Assigned task> For this exercise, copy each line of the records that contains the word "align".

☆ ☆ ☆ ☆ ☆

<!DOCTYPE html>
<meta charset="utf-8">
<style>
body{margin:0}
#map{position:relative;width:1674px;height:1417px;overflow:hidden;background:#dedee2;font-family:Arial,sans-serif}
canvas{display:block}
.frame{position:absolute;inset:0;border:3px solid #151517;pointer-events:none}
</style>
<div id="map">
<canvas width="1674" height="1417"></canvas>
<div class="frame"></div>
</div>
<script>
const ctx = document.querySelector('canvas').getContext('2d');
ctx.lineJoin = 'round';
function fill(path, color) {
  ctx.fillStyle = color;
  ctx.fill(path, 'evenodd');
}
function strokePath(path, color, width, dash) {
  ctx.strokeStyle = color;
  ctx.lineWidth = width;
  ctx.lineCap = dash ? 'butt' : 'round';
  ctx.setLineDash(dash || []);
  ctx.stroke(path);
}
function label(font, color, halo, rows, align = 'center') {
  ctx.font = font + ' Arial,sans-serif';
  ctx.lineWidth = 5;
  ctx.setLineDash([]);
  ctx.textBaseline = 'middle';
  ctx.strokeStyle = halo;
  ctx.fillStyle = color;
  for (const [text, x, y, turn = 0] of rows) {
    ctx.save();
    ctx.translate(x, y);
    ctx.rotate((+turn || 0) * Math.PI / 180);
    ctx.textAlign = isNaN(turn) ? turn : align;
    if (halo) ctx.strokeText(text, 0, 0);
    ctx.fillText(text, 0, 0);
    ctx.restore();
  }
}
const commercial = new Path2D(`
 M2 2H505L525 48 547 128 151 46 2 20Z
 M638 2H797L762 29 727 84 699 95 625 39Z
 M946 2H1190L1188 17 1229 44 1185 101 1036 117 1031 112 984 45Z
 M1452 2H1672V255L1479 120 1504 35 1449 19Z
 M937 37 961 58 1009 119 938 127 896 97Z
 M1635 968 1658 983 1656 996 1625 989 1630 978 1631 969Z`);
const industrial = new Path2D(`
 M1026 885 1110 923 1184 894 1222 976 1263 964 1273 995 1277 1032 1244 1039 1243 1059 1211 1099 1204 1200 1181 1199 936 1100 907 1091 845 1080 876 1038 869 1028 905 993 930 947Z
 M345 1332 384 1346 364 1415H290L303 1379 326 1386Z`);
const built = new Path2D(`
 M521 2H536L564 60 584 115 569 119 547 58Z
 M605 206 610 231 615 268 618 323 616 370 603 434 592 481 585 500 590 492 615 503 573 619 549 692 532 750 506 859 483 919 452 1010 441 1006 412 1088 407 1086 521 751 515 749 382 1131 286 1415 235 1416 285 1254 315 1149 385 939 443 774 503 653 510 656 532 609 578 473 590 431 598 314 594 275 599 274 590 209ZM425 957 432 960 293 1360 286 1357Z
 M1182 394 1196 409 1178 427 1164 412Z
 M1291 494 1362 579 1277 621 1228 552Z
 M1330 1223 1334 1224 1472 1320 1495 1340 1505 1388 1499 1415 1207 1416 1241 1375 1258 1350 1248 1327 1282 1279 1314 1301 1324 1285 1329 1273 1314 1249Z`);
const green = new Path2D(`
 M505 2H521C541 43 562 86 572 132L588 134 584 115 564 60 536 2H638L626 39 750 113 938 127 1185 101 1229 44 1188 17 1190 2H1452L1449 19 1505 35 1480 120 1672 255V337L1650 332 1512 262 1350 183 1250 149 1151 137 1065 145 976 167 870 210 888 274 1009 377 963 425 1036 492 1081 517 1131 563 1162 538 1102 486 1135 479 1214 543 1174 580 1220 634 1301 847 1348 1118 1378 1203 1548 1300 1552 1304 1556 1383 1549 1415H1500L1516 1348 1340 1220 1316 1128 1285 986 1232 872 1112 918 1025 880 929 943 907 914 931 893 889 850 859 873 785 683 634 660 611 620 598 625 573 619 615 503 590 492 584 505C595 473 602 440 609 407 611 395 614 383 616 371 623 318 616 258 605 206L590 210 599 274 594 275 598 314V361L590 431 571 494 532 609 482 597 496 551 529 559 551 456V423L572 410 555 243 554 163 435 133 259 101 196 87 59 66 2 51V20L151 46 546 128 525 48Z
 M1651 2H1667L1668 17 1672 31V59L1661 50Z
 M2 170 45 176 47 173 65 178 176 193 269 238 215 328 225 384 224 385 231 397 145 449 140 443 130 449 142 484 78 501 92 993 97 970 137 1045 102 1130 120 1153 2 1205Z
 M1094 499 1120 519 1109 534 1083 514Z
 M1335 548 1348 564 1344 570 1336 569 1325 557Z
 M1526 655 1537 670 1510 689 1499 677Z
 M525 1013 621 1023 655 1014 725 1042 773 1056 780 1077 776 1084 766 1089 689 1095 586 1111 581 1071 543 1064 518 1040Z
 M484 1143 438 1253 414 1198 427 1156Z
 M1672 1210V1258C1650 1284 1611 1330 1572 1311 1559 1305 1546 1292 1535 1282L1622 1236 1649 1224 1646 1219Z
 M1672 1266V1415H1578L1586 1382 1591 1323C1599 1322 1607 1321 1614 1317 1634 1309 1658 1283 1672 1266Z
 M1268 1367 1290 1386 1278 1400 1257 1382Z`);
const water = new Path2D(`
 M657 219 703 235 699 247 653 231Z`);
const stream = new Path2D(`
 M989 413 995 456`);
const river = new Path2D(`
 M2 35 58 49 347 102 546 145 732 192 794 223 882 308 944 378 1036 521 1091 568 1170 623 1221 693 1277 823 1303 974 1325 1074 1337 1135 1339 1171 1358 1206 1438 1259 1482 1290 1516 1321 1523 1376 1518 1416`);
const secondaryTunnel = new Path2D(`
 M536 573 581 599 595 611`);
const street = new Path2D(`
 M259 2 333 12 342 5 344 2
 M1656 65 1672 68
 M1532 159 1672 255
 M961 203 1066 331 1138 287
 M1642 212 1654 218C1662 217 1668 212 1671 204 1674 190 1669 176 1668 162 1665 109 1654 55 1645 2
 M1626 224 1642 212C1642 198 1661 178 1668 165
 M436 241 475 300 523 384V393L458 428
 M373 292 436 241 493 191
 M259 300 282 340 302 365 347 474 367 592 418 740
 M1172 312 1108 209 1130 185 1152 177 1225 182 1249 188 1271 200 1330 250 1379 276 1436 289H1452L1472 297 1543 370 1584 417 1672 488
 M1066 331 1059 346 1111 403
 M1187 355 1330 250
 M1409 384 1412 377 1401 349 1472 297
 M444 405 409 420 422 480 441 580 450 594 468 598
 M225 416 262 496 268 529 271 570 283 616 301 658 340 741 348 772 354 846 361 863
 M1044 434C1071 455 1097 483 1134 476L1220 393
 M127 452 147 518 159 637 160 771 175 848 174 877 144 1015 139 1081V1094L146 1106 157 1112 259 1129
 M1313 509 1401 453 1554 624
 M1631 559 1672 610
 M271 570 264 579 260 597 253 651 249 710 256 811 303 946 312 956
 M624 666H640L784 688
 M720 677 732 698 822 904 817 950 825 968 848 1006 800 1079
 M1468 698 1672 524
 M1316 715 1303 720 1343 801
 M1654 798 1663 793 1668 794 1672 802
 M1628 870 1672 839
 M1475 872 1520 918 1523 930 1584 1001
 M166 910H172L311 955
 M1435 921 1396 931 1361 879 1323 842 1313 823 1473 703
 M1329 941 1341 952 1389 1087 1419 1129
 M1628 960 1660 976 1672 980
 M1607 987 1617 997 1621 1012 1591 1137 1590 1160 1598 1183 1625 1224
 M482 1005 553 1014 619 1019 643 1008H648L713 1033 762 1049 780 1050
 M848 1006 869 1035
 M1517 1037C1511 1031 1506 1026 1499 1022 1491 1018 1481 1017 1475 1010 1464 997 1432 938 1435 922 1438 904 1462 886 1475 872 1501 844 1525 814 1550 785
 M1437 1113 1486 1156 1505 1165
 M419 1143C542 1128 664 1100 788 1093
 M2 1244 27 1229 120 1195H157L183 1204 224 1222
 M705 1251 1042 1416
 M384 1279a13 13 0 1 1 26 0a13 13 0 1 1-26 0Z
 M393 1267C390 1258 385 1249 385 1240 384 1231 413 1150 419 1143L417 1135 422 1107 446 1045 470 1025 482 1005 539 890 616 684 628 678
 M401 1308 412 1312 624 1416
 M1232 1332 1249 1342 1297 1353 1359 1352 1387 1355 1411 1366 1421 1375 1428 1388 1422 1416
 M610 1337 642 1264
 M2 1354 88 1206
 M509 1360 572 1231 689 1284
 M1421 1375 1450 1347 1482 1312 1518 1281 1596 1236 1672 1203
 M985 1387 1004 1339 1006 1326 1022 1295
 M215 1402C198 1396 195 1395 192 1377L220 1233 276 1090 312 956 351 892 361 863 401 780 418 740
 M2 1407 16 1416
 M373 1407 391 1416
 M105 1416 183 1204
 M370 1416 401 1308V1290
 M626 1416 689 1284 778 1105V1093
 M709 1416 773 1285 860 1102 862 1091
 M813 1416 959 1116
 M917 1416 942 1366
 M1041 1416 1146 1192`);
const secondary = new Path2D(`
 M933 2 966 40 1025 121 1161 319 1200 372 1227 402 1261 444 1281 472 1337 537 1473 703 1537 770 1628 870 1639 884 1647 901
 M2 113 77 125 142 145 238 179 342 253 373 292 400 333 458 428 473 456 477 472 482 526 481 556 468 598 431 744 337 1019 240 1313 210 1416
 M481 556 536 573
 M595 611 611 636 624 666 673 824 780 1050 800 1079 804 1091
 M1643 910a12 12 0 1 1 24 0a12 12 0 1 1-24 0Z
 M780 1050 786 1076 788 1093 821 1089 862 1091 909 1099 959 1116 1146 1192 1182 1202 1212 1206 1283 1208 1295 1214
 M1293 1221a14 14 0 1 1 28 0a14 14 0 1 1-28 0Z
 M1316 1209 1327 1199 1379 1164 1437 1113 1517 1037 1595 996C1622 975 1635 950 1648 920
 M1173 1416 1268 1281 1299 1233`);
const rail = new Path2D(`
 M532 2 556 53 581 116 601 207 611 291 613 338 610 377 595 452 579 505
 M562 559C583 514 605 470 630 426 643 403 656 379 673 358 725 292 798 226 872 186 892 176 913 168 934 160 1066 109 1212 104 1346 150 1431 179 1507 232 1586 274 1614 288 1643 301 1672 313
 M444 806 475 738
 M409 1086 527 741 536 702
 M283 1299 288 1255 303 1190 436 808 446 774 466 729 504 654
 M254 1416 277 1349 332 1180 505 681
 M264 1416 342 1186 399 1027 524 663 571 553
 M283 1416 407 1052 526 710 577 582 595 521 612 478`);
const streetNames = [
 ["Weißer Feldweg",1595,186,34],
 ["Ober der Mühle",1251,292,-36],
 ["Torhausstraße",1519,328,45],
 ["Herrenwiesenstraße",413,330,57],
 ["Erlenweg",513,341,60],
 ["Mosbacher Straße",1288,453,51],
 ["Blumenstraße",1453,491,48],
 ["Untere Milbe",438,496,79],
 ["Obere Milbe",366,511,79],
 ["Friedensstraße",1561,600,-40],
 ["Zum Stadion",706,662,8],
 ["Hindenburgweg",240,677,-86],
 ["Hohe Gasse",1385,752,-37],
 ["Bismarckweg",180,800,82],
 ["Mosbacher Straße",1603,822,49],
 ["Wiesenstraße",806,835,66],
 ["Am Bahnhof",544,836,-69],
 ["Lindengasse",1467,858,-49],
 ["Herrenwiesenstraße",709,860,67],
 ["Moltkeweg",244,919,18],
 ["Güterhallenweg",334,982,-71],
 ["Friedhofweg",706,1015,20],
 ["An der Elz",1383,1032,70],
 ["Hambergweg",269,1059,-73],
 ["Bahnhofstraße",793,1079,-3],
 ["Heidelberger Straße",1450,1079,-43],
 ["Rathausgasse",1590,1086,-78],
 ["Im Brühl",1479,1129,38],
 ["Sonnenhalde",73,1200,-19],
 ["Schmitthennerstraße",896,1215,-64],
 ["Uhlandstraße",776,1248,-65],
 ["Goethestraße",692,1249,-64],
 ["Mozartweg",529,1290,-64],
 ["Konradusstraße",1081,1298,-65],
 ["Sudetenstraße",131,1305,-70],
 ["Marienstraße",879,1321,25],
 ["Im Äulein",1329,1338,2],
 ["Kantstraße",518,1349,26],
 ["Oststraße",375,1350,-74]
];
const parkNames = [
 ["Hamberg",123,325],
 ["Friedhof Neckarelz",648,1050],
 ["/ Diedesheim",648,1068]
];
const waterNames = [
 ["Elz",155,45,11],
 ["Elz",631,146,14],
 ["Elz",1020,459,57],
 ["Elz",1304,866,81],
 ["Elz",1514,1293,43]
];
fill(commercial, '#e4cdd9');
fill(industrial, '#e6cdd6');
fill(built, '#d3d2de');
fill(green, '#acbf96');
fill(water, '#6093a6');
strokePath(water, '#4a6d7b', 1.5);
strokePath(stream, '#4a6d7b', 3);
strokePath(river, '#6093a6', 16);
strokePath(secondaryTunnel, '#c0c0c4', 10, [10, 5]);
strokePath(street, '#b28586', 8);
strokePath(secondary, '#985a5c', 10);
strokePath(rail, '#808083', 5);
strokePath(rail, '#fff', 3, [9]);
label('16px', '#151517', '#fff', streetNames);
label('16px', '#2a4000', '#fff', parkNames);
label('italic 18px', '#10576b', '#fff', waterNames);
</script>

☆ ☆ ☆ ☆ ☆

Answer for the task>
function label(font, color, halo, rows, align = 'center') {
    ctx.textAlign = isNaN(turn) ? turn : align;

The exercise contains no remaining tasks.